JAKARTA, KOMPAS.com - Mantan Wakil Ketua Dewan Perwakilan Daerah Laode Ida mengusulkan agar DPD tak terburu-buru memberhentikan Irman Gusman sebagai Ketua DPD.
Hal itu menyikapi penetapan Irman sebagai tersangka oleh Komisi Pemberantasa Korupsi (KPK) atas dugaan suap terkait pengurusan kuota gula impor.
Laode menilai, Irman masih memiliki hak untuk mengajukan praperadilan sehingga keputusan penghentian Irman sebaiknya menunggu keputusan pengadilan yang berkekuatan hukum tetap.

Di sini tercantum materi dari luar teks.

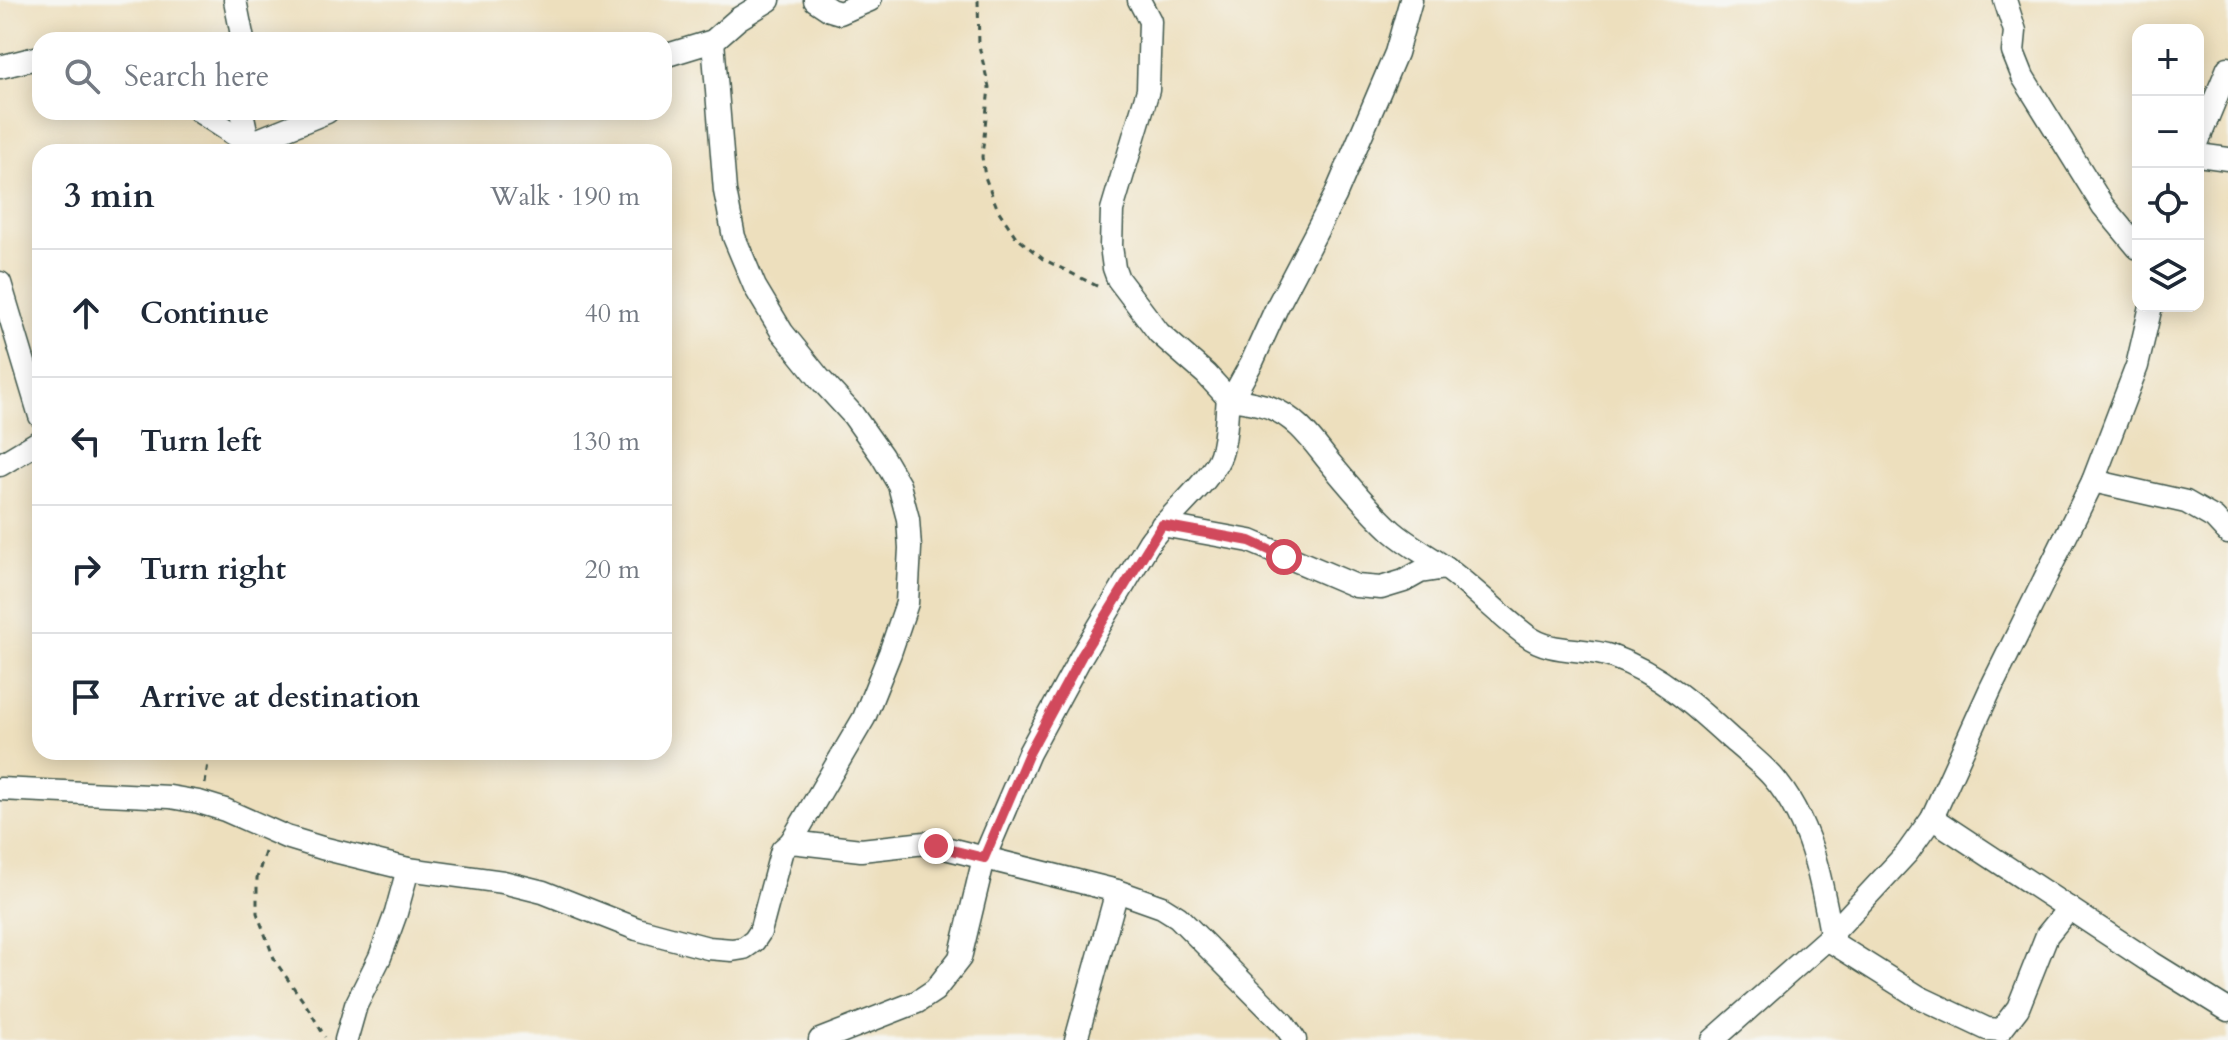 <!DOCTYPE html>
<meta charset="utf-8">
<style>
:root{--surface:#fff;--page:#f6f6f7;--text:#1f2937;--muted:#747a83;--line:#e0e1e3}
body{margin:0;font-family:Cardo,serif;background:var(--page);color:var(--text)}
.controls{position:absolute;right:24px;top:24px;display:grid;overflow:hidden;border-radius:16px;box-shadow:0 4px 20px #0003}
.controls button{width:72px;height:72px;display:grid;place-items:center;padding:0;border:0;border-bottom:2px solid var(--line);background:var(--surface);color:var(--text);font:40px sans-serif}
.stop{position:absolute;width:24px;height:24px;margin:-18px;border:6px solid #d1495b;border-radius:50%;background:#fff}
.stop.end{background:#d1495b;border-color:#fff;box-shadow:0 2px 8px #0008}
.list{margin:0;padding:0;list-style:none}
h2{display:flex;justify-content:space-between;align-items:center;height:104px;margin:0;padding:0 32px;font-size:34px}
h2 small{font-size:26px;font-weight:400;color:var(--muted)}
.list li{display:grid;grid-template-columns:52px 1fr auto;gap:24px;align-items:center;box-sizing:border-box;height:128px;padding:0 32px;border-top:2px solid var(--line)}
.list b{display:block;font-size:30px;white-space:nowrap}
.list em{font-size:26px;font-style:normal;color:var(--muted)}
.icon{flex:none;width:44px;height:44px;fill:none;stroke:currentColor;stroke-width:2;stroke-linecap:round;stroke-linejoin:round}
.map{position:relative;flex:none;width:2228px;height:1040px;overflow:hidden}
.search{position:absolute;background:var(--surface);box-shadow:0 4px 20px #0003;left:32px;top:32px;width:640px;height:88px;display:flex;align-items:center;gap:20px;box-sizing:border-box;padding:0 28px;border-radius:24px;color:var(--muted);font-size:30px}
.panel{position:absolute;background:var(--surface);box-shadow:0 4px 20px #0003;left:32px;top:144px;width:640px;height:616px;border-radius:24px}
.map>svg:first-child{display:block}
.lines{fill:none;stroke-linecap:round;stroke-linejoin:round}
.street-casing{stroke:#3e5549;stroke-width:25}
.path{stroke:#3e5549;stroke-width:3;stroke-dasharray:6 6;stroke-linecap:butt}
.street{stroke:#fff;stroke-width:22}
.route{stroke:#d1495b;stroke-width:10}
</style>
<div class="map">
<svg width="2228" height="1040" viewBox="0 0 2228 1040">
<rect width="100%" height="100%" fill="#f6f6f2"/>
<filter id="ink" filterUnits="userSpaceOnUse"><feTurbulence type="fractalNoise" baseFrequency=".0125" numOctaves="2"/><feDisplacementMap in="SourceGraphic" scale="16" xChannelSelector="R" yChannelSelector="G"/><feConvolveMatrix kernelMatrix="1 2 1 2 8 2 1 2 1" color-interpolation-filters="sRGB"/></filter>
<filter id="wash" filterUnits="userSpaceOnUse"><feTurbulence type="fractalNoise" baseFrequency=".006" numOctaves="4" result="noise"/><feDisplacementMap in="SourceGraphic" scale="32" xChannelSelector="R" yChannelSelector="G"/><feGaussianBlur stdDeviation="1.8" result="paint"/><feColorMatrix in="noise" values="0 0 0 0 0 0 0 0 0 0 0 0 0 0 0 0 0 1.4 0 .05"/><feComposite in="paint" operator="in"/></filter>
<g filter="url(#wash)">
<rect width="100%" height="100%" fill="#eddfbd"/>
</g>
<g filter="url(#ink)">
<g class="lines">
<defs>
<g id="street">
<path d="M235,0L243,40"/>
<path d="M815,0L830,10L840,13L870,0"/>
<path d="M1139,0L1150,21L1148,90L1112,210L1111,246L1114,268L1118,279L1159,333L1206,374L1228,398L1235,393L1252,362L1277,307L1335,196L1396,53L1411,0"/>
<path d="M2005,0L2015,31L2013,52L2023,77L2103,206L2138,248"/>
<path d="M713,41L725,191L734,237L755,287L782,332L820,379L853,415L882,456L899,485L908,519L910,548L907,603L890,653L864,718L791,842"/>
<path d="M664,56L713,41L738,19L769,0"/>
<path d="M0,67L40,57"/>
<path d="M200,112L249,144"/>
<path d="M242,112L249,144"/>
<path d="M2198,141L2228,68"/>
<path d="M239,152L258,140L327,112"/>
<path d="M2198,155L2228,159"/>
<path d="M0,283L40,416"/>
<path d="M0,465L40,441"/>
<path d="M2093,481L2186,502L2214,518L2228,533"/>
<path d="M1162,525L1250,541L1356,586L1381,588L1404,581L1420,572L1446,568"/>
<path d="M0,789L170,797L199,802L225,810L286,837L322,848L408,869L503,882L543,892L637,929L708,948L732,950L744,948L754,941L760,932L780,857L782,850L791,842L861,850L925,843L1117,891L1162,907L1178,917L1283,1023L1295,1040"/>
<path d="M1932,818L2152,963L2228,1010"/>
<path d="M1827,939L1919,997L1987,1029L2001,1030L2018,1008L2047,935L2069,908"/>
<path d="M346,1040L356,1005L380,957L396,913L408,869"/>
<path d="M820,1040L917,1002L935,990L960,958L984,858L1029,753L1082,655L1150,541C1167,517 1214,478 1221,454C1227,436 1226,416 1228,398C1241,401 1257,403 1269,407C1298,418 1313,442 1331,464C1350,487 1370,511 1392,531C1409,546 1430,556 1447,569C1475,589 1499,615 1526,635C1552,655 1585,646 1613,657C1660,674 1695,706 1731,739C1745,751 1760,763 1772,776C1810,819 1821,878 1831,933"/>
<path d="M1076,1040L1117,891"/>
<path d="M1713,1040L1827,939L1907,853L1932,818L1991,688L2093,481L2137,366L2151,306"/>
</g>
</defs>
<use href="#street" class="street-casing"/>
<g class="path">
<path d="M978,0L979,46L989,87L982,157L985,177L998,210L1016,237L1043,259L1099,287"/>
<path d="M205,784L208,763L206,752"/>
<path d="M265,852L257,878V913L275,961L308,1008L325,1037"/>
</g>
<use href="#street" class="street"/>
</g>
</g>
<g class="lines" filter="url(#ink)">
<path class="route" d="M936,846L984,858L1029,753L1082,655L1162,525L1250,541L1284,557"/>
</g>
</svg>
<div class="controls">
<button>+</button>
<button>−</button>
<button><svg class="icon" aria-label="locate" viewBox="0 0 24 24"><circle cx="12" cy="12" r="6"/><path d="M12 2v4M12 18v4M2 12h4M18 12h4"/></svg></button>
<button><svg class="icon" aria-label="layers" viewBox="0 0 24 24"><path d="M12 4l9 5-9 5-9-5zM3 14l9 5 9-5"/></svg></button>
</div>
<div class="stop" style="left:1284px;top:557px"></div>
<div class="stop end" style="left:936px;top:846px"></div>
<div class="search"><svg class="icon" aria-label="search" viewBox="0 0 24 24"><circle cx="10" cy="10" r="6"/><path d="M15 15l6 6"/></svg>Search here</div>
<section class="panel">
<h2>3 min<small>Walk · 190 m</small></h2>
<ul class="list">
<li><svg class="icon" aria-label="ahead" viewBox="0 0 24 24"><path d="M12 20V5M6 11l6-6 6 6"/></svg><div><b>Continue</b></div><em>40 m</em></li>
<li><svg class="icon" aria-label="left" viewBox="0 0 24 24"><path d="M17 20v-9H6M10 6l-5 5 5 5"/></svg><div><b>Turn left</b></div><em>130 m</em></li>
<li><svg class="icon" aria-label="right" viewBox="0 0 24 24"><path d="M7 20v-9h11M14 6l5 5-5 5"/></svg><div><b>Turn right</b></div><em>20 m</em></li>
<li><svg class="icon" aria-label="arrive" viewBox="0 0 24 24"><path d="M6 21V4h12l-3 4 3 4H6"/></svg><div><b>Arrive at destination</b></div></li>
</ul>
</section>
</div>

"Biar saja (Irman) vakum dulu jadi ketua. Kepemimpinan DPD itu kolektif. Dua orang bisa memimpin bergantian, berperan sebagai ketua," ujar Laode di Kompleks Parlemen, Senayan, Jakarta, Senin (19/9/2016).
Jika DPD langsung mengambil sikap untuk memberhentikan Irman, kata Laode, langkah tersebut justru ceroboh.
(baca: Irman Gusman, Peraih Bintang Tanda Jasa yang Kini Berurusan dengan KPK)
Pasalnya, kasus yang disangkakan kepada Irman tak berkaitan dengan kewenangan Ketua DPD. Jika mengambil sikap terburu-buru, citra DPD dikhawatirkan justru akan semakin buruk.
"Itu akan terlihat bahwa sebetulnya DPD ada yang bermain di dalamnya untuk cepat menyingkirkan Irman Gusman," ujar Laode.
"Karena ternyata Irman akan dianggap sebagai produk mainan internal untuk menyingkirkannya secara cepat dan menggantikannya dengan orang-orang baru yang mungkin bermain seperti Pak Irman Gusman," sambung dia.
Ketua Badan Kehormatan (BK) DPD AM Fatwa sebelumnya menyatakan pihaknya berharap Irman mengundurkan diri sebelum diberhentikan dari posisinya sebagai Ketua DPD.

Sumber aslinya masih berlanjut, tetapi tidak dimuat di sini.